Pada tahun 1955, tidak hanya memperkenalkan diri kepada
masyarakat di Bogor, Kie Lin PGB pun mengikuti pertunjukkan di Semarang. Pada
tahun ini pula terbentuk grup latihan pertama di Tanah Tinggi III, Jakarta,
bertempat di rumah Tjong Sun yang disusul dengan semakin banyaknya grup-grup
latihan yang terbentuk pada tahun 1956; salah satunya bertempat di rumah Tjek
Bu Seng, seorang ahli pernafasan.
Selain aktif dalam kegiatan seni dan budaya, PGB juga aktif
dalam kegiatan sosial. Pada tahun 1960, PGB mendirikan BAKAM atau Badan
Koordinasi Keamanan dan Ketertiban dengan persetujuan Komando Militer kota
Bogor. Kegiatan dari BAKAM ini meliputi patroli keamanan dan pembaruan
penerangan jalan-jalan di Bogor.
Pada tahun 1962, PGB membuka tempat latihan di Gedung Dalam
(Bogor) atas bantuan dari Tan Hong Beng. Di Gedung Dalam ini juga didirikan
perpustakaan PGB atas ide dari Yo Yam Hok. Pada tahun ini, Kie Lin PGB tidak
lagi aktif karena kondisi politik yang tidak kondusif.
Tahun 1963, PGB berpartisipasi dalam operasi “Pagar Betis”
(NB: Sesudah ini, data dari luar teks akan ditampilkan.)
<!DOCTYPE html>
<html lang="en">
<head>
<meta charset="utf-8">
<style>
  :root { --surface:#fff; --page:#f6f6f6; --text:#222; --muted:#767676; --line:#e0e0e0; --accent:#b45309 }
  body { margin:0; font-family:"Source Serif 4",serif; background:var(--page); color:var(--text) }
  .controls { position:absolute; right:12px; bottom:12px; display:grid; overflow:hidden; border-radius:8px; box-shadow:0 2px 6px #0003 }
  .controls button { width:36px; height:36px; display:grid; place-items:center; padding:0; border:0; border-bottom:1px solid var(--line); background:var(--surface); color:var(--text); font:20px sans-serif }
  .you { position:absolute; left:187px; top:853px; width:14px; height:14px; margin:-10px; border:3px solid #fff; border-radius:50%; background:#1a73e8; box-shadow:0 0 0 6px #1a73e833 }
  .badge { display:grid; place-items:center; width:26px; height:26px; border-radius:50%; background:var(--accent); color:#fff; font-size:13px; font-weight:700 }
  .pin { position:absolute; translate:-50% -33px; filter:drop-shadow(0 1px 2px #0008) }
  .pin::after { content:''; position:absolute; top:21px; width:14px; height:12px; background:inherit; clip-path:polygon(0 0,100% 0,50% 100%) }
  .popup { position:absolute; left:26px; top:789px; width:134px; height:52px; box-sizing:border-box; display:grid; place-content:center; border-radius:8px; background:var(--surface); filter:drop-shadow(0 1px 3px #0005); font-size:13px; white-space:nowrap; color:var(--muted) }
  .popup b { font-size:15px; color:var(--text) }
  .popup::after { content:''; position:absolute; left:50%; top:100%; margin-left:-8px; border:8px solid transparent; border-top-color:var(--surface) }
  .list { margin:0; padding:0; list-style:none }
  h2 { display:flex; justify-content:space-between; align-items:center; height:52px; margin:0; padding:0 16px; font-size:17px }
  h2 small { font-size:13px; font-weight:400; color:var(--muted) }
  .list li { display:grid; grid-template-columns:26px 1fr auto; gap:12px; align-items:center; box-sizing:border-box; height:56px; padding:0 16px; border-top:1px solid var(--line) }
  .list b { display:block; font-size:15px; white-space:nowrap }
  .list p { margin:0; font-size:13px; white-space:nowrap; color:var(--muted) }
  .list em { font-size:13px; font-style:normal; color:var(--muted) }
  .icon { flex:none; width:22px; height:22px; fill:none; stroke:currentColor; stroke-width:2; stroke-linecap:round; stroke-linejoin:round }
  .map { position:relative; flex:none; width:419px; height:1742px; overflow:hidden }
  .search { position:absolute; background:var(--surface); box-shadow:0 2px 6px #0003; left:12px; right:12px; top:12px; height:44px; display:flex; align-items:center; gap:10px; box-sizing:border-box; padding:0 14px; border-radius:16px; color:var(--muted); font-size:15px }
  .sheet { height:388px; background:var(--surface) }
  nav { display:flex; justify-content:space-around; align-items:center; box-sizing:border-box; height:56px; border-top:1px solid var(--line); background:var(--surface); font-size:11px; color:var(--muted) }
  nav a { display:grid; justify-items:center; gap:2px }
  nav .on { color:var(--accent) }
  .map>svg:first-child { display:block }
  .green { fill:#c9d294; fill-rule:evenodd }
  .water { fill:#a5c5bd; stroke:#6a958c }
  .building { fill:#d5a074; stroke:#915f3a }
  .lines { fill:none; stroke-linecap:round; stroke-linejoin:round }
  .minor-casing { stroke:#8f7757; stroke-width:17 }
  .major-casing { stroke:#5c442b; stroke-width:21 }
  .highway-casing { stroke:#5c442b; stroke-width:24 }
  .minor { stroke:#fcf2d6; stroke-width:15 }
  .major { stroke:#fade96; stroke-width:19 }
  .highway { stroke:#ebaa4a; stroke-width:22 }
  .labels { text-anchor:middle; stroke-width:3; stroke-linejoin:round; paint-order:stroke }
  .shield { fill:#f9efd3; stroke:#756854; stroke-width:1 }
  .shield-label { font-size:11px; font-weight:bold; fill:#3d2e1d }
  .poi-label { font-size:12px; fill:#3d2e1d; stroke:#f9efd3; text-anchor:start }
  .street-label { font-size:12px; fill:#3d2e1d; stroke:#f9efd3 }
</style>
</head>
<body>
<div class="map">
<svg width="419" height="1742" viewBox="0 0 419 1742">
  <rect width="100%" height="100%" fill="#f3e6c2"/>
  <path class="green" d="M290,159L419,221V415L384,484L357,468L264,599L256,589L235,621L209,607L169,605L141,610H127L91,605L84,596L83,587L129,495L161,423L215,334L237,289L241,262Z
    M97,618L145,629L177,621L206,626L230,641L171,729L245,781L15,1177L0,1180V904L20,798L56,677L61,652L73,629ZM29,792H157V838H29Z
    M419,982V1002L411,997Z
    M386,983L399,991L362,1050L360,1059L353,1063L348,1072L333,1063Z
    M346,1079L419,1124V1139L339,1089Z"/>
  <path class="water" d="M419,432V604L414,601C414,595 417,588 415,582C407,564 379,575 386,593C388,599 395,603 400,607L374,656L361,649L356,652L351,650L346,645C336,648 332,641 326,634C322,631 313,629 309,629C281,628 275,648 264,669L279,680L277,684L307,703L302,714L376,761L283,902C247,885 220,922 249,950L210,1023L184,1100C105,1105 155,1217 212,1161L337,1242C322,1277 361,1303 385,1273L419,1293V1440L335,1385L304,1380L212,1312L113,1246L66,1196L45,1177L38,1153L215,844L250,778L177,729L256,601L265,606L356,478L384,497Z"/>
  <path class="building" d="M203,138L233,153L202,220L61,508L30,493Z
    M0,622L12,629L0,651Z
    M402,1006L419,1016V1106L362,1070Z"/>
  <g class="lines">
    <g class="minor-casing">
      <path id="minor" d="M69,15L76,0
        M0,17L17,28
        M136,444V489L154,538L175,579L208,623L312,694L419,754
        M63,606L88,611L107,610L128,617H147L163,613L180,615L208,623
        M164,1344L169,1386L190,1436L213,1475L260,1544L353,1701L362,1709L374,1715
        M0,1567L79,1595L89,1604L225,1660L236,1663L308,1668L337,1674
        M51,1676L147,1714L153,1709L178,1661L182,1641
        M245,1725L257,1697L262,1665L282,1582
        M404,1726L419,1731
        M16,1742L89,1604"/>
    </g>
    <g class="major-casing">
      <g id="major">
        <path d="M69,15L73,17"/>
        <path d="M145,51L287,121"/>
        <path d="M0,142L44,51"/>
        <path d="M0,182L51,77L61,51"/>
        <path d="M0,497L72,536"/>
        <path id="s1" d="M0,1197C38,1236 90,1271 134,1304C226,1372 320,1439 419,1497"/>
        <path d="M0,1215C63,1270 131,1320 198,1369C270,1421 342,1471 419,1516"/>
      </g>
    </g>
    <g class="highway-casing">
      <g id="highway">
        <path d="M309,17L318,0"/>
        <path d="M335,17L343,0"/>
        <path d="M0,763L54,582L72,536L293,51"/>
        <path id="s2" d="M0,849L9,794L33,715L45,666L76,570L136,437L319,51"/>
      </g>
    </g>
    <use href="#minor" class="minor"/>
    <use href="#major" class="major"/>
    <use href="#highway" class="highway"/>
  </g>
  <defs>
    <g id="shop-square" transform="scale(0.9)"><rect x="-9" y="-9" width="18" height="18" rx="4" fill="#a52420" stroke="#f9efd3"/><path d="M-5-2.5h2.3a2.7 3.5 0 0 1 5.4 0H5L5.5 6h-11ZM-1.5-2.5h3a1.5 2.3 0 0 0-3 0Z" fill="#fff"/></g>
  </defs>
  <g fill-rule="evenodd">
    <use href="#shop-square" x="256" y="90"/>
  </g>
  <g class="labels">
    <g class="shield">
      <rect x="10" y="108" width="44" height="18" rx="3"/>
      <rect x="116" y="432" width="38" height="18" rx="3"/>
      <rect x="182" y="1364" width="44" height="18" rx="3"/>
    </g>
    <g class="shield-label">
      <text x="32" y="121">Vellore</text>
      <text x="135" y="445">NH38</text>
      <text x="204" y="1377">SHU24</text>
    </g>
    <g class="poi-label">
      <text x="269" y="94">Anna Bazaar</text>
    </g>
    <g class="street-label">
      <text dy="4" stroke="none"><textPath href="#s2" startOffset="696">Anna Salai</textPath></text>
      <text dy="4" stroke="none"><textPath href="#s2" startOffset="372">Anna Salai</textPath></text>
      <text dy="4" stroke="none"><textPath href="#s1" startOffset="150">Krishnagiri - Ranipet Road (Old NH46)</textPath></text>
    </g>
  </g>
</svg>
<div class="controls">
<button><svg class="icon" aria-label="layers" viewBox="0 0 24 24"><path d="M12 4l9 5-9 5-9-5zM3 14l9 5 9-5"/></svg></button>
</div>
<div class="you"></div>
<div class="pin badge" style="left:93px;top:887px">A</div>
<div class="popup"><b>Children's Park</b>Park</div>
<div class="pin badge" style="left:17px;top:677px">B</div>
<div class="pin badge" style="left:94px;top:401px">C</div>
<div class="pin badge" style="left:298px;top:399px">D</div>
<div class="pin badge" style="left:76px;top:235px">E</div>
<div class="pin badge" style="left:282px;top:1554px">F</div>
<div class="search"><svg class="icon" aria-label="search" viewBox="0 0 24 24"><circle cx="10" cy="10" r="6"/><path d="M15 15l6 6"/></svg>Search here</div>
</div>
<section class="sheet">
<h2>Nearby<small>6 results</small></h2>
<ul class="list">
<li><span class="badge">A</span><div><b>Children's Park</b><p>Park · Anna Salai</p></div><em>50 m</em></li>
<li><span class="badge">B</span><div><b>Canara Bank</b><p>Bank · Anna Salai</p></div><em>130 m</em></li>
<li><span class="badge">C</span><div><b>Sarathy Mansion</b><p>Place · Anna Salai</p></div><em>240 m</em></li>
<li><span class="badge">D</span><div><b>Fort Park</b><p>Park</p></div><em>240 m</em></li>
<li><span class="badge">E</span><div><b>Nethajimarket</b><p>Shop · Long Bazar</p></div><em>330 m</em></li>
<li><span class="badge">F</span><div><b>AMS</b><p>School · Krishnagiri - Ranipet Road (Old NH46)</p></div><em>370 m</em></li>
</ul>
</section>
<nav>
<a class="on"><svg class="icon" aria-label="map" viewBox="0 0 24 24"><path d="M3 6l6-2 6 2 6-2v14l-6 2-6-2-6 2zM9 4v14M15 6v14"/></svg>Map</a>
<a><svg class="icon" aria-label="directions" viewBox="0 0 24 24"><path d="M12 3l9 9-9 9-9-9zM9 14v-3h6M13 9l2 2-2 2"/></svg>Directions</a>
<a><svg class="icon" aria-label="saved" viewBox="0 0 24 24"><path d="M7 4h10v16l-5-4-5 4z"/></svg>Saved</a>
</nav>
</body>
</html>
yang diprakarsai oleh Kodam VI Siliwangi dan dalam proyek pembangunan asrama di
Lawang Gintung untuk resimen Tjakrabirawa.
Masa perkembangan PGB yang sangat pesat ini terhenti setelah
kejadian G30 S/PKI dan tempat latihan di Gedung Dalam
ditutup serta disegel oleh pemerintah karena tempat latihan ini juga merupakan
kantor Baperki.
Masa-masa Sulit (1966-1968)
Sejak ditutupnya tempat latihan di Gedung Dalam, kegiatan
latihan silat PGB menjadi tidak jelas dan berpindah-pindah ke berbagai tempat.
Pada saat bersamaan, jumlah anggota pun berkurang. Akan tetapi, pada saat ini
juga “Sumpah Warga Persatuan” dibuat.
Pada tahun 1966, di mana keadaan PGB naik-turun,
terbentuklah cabang pertama di Bogor, yaitu Cabang Ardio. Sejak saat itu, PGB
dikenal sebagai PGB Bangau Putih.
Di awal tahun 1968, tempat latihan PGB Bangau Putih kembali
ke Lebak Pasar dan enam bulan kemudian pindah lagi ke Fond Miskin dengan Lie
Nie Kie sebagai murid satu-satunya. Ternyata, panggilan untuk melanjutkan
sekolah ke luar negeri membuat satu-satunya siswa yang tersisa ini juga ikut
meninggalkan Suhu dan latihannya. Rasa frustrasi yang Suhu alami pada masa ini,
mengantar beliau menenangkan diri di kuil Kwan Im, Sukamulya, Bogor,
sambil membersihkan dan menyucikan kuil. Faktanya, “untung dan malang siapa
tahu”, dalam masa pengucilan diri inilah justru Suhu mencapai tingkat
kematangannya.
Masa Kebangkitan (1969-1985)
Setelah jeda yang cukup panjang, pada tanggal 9 Juni 1969,
untuk pertama kalinya diadakan latihan lagi di pusat pelatihan Kebun Jukut no.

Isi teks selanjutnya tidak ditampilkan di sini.